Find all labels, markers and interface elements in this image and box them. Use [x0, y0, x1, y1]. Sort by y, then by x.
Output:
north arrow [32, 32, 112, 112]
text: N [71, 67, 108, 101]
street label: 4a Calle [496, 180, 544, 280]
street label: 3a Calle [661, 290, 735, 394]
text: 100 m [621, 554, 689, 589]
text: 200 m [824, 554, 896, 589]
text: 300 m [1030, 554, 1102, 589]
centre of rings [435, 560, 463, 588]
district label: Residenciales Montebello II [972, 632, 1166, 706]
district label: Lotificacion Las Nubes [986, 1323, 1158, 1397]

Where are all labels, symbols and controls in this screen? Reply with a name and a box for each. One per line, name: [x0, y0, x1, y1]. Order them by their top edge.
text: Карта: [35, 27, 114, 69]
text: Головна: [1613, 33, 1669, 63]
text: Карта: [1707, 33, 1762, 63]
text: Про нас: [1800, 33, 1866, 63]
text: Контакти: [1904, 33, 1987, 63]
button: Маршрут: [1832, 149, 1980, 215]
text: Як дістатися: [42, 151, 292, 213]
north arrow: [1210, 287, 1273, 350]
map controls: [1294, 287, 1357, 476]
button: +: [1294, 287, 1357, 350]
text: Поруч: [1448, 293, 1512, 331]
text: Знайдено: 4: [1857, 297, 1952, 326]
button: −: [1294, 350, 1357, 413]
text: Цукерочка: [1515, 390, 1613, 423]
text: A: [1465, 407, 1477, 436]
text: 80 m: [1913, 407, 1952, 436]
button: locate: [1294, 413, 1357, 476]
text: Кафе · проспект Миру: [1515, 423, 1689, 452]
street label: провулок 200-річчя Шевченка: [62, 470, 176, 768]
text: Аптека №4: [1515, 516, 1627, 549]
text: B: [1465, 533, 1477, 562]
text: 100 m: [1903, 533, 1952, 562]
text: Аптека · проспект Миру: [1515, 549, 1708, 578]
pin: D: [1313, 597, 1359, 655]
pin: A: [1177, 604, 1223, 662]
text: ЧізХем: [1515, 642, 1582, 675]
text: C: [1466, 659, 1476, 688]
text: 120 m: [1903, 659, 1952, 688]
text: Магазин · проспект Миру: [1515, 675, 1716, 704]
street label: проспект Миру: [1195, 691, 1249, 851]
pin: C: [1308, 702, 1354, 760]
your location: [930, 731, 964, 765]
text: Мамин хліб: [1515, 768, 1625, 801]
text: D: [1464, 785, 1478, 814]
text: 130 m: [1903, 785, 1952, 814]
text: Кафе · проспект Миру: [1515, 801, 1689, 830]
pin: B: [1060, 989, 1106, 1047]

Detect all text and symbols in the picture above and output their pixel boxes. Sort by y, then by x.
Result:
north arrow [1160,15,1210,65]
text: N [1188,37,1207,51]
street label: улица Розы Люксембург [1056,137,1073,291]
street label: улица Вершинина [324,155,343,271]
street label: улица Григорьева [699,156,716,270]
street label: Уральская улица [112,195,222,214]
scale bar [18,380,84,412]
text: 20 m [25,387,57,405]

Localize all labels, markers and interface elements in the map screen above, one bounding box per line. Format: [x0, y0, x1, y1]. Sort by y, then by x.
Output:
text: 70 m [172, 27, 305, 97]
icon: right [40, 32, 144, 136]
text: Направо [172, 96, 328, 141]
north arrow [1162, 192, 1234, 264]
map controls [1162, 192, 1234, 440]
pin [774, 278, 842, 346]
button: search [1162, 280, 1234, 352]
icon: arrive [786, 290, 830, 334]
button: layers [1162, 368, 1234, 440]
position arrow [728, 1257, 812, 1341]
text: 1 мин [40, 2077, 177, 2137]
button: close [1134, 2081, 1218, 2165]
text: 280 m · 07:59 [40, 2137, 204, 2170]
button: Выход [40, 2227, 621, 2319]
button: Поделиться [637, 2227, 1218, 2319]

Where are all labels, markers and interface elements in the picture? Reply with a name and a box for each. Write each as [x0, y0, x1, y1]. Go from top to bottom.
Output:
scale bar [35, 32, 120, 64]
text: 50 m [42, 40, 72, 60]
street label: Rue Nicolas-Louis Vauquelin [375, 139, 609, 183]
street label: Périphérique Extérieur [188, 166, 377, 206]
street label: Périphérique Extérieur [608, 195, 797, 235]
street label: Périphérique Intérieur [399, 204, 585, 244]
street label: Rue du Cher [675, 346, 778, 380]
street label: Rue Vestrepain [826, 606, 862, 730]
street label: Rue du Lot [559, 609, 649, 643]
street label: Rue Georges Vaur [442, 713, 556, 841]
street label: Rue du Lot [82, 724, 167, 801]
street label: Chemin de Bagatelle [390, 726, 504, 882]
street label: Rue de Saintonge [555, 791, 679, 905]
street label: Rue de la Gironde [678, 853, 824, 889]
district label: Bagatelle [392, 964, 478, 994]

****

__WHAT IS BEING ASKED__
Wherever the string "above" appears in the entries, copy that line.

__YOUR RESPONSE__
Detect all text and symbols in the picture above and output their pixel boxes. Sort by y, then by x.
Localize all labels, markers and interface elements in the map screen above, one bounding box per line. Format: [x0, y0, x1, y1]. Sort by y, then by x.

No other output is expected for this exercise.